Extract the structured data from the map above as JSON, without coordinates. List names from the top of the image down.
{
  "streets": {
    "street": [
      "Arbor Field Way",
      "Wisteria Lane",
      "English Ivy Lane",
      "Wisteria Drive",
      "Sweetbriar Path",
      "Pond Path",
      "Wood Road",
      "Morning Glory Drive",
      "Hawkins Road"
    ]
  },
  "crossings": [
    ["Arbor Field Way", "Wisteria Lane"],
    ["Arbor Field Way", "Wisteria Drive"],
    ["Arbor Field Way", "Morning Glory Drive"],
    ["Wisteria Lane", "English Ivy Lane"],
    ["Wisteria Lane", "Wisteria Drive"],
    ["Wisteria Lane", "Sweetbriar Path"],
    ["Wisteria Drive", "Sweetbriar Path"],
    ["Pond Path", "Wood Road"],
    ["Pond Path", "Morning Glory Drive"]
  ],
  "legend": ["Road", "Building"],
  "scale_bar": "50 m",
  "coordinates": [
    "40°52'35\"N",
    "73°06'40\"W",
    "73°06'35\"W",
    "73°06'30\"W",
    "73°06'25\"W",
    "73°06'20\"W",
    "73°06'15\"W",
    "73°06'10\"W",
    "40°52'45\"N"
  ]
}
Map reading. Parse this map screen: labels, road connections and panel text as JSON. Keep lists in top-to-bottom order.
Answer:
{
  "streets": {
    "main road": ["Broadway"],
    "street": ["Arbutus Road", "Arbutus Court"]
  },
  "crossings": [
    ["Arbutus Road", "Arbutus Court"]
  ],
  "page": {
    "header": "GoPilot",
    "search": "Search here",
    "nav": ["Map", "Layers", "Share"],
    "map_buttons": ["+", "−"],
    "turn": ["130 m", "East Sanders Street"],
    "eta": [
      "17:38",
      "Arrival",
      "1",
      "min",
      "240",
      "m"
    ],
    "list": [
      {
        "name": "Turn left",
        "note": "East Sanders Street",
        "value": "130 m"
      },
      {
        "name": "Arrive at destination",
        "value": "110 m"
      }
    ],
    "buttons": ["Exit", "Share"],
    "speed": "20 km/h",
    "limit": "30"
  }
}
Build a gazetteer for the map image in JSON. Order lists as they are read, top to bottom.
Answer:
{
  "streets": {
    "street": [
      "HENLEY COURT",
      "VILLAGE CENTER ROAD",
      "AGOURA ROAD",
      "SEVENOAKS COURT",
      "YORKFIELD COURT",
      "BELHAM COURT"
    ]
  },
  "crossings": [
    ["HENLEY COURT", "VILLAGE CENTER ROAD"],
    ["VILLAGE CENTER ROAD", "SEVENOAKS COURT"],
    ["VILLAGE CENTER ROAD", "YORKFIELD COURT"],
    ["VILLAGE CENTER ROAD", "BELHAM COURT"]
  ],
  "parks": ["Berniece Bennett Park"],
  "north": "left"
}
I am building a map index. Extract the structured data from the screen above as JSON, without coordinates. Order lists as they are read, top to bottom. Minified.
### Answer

──────────────────────────────

Assignment
Extract the listing in its entirety and repeat it exactly.

Exercise answer
Extract the structured data from the map above as JSON, without coordinates. List names from the top of the image down.
{
  "streets": {
    "street": [
      "Arbor Field Way",
      "Wisteria Lane",
      "English Ivy Lane",
      "Wisteria Drive",
      "Sweetbriar Path",
      "Pond Path",
      "Wood Road",
      "Morning Glory Drive",
      "Hawkins Road"
    ]
  },
  "crossings": [
    ["Arbor Field Way", "Wisteria Lane"],
    ["Arbor Field Way", "Wisteria Drive"],
    ["Arbor Field Way", "Morning Glory Drive"],
    ["Wisteria Lane", "English Ivy Lane"],
    ["Wisteria Lane", "Wisteria Drive"],
    ["Wisteria Lane", "Sweetbriar Path"],
    ["Wisteria Drive", "Sweetbriar Path"],
    ["Pond Path", "Wood Road"],
    ["Pond Path", "Morning Glory Drive"]
  ],
  "legend": ["Road", "Building"],
  "scale_bar": "50 m",
  "coordinates": [
    "40°52'35\"N",
    "73°06'40\"W",
    "73°06'35\"W",
    "73°06'30\"W",
    "73°06'25\"W",
    "73°06'20\"W",
    "73°06'15\"W",
    "73°06'10\"W",
    "40°52'45\"N"
  ]
}
Map reading. Parse this map screen: labels, road connections and panel text as JSON. Keep lists in top-to-bottom order.
Answer:
{
  "streets": {
    "main road": ["Broadway"],
    "street": ["Arbutus Road", "Arbutus Court"]
  },
  "crossings": [
    ["Arbutus Road", "Arbutus Court"]
  ],
  "page": {
    "header": "GoPilot",
    "search": "Search here",
    "nav": ["Map", "Layers", "Share"],
    "map_buttons": ["+", "−"],
    "turn": ["130 m", "East Sanders Street"],
    "eta": [
      "17:38",
      "Arrival",
      "1",
      "min",
      "240",
      "m"
    ],
    "list": [
      {
        "name": "Turn left",
        "note": "East Sanders Street",
        "value": "130 m"
      },
      {
        "name": "Arrive at destination",
        "value": "110 m"
      }
    ],
    "buttons": ["Exit", "Share"],
    "speed": "20 km/h",
    "limit": "30"
  }
}
Build a gazetteer for the map image in JSON. Order lists as they are read, top to bottom.
Answer:
{
  "streets": {
    "street": [
      "HENLEY COURT",
      "VILLAGE CENTER ROAD",
      "AGOURA ROAD",
      "SEVENOAKS COURT",
      "YORKFIELD COURT",
      "BELHAM COURT"
    ]
  },
  "crossings": [
    ["HENLEY COURT", "VILLAGE CENTER ROAD"],
    ["VILLAGE CENTER ROAD", "SEVENOAKS COURT"],
    ["VILLAGE CENTER ROAD", "YORKFIELD COURT"],
    ["VILLAGE CENTER ROAD", "BELHAM COURT"]
  ],
  "parks": ["Berniece Bennett Park"],
  "north": "left"
}
I am building a map index. Extract the structured data from the screen above as JSON, without coordinates. Order lists as they are read, top to bottom. Minified.
### Answer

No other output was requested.